The Future of the Latin American economy in 2023

01/06/2023

What will happen to the Latin American economies in 2023?

After a 2022 that exceeded initial expectations, the outlook for the region for 2023 looks more complicated. The fiscal space used for the rescue of economies since the pandemic crisis has been narrowed, international price prospects are not the best and the rise in inflation threatens incomes. The direction of economic policy will define the direction of poverty and destitution rates.

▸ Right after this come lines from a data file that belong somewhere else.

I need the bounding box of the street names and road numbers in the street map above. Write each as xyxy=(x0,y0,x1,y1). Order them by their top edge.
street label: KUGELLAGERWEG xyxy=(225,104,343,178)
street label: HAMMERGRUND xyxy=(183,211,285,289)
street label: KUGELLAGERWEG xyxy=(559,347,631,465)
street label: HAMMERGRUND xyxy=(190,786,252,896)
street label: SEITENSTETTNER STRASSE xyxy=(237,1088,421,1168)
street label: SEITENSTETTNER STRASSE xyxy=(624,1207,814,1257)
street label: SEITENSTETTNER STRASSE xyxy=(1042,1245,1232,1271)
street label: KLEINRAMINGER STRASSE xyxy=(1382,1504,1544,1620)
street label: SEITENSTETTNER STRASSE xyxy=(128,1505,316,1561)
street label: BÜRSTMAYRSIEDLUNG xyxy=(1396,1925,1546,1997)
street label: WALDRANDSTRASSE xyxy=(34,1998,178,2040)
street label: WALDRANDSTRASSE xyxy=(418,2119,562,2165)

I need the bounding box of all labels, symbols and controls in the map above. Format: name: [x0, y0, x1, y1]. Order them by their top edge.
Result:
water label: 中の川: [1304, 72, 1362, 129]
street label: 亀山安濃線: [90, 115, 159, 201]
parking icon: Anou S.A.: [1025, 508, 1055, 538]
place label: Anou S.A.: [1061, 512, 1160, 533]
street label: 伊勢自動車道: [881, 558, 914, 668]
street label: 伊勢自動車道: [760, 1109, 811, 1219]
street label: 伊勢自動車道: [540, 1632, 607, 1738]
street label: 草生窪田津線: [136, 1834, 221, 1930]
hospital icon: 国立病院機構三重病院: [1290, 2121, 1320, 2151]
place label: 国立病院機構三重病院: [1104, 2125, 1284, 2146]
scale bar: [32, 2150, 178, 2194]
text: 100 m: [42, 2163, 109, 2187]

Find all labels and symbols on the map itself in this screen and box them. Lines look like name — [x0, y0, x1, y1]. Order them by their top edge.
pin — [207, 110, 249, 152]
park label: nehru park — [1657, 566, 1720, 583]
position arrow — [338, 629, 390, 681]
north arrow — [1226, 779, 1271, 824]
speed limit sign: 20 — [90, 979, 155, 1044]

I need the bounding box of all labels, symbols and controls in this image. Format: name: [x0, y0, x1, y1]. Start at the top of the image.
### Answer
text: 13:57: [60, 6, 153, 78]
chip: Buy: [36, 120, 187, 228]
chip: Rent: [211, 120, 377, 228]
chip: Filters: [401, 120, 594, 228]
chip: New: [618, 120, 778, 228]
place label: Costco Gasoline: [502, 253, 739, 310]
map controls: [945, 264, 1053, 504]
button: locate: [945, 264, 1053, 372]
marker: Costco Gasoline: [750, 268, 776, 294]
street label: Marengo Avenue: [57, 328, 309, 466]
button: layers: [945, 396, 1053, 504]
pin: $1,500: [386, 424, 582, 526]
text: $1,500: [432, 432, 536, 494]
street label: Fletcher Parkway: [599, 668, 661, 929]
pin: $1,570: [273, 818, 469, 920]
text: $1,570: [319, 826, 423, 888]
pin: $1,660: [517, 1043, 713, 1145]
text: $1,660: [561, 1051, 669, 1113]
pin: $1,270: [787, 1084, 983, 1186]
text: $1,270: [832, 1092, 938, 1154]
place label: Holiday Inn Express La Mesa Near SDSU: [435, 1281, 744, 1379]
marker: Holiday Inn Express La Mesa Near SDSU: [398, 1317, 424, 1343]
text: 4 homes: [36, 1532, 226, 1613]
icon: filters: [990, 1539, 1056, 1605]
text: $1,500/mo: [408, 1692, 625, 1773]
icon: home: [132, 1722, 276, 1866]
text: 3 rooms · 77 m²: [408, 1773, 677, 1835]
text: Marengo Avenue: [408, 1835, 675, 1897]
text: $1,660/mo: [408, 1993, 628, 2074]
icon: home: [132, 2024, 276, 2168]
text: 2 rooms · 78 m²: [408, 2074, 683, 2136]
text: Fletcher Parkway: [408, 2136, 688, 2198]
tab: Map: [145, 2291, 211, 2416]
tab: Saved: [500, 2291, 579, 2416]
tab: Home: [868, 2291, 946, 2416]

The Gross Domestic Product of Latin America and the Caribbean would close with a growth of around 3 percent in the year ending, according to various official sources, a harvest in tune with the global average that in 2023 everything indicates will be much lower.

América Latina en 2022: un año de cambios inevitables. | Razón Pública

In 2021, the recovery was 6.9 percent, reeling in almost everything lost, although with a much more socially damaged outlook and fraught with uncertainties, the most visible feature of the moment, which still continues. Then, when it seemed that this rebound could be sustained, economies felt the impact of the war in Ukraine, started at the end of February 2022 and with no solution in sight to date.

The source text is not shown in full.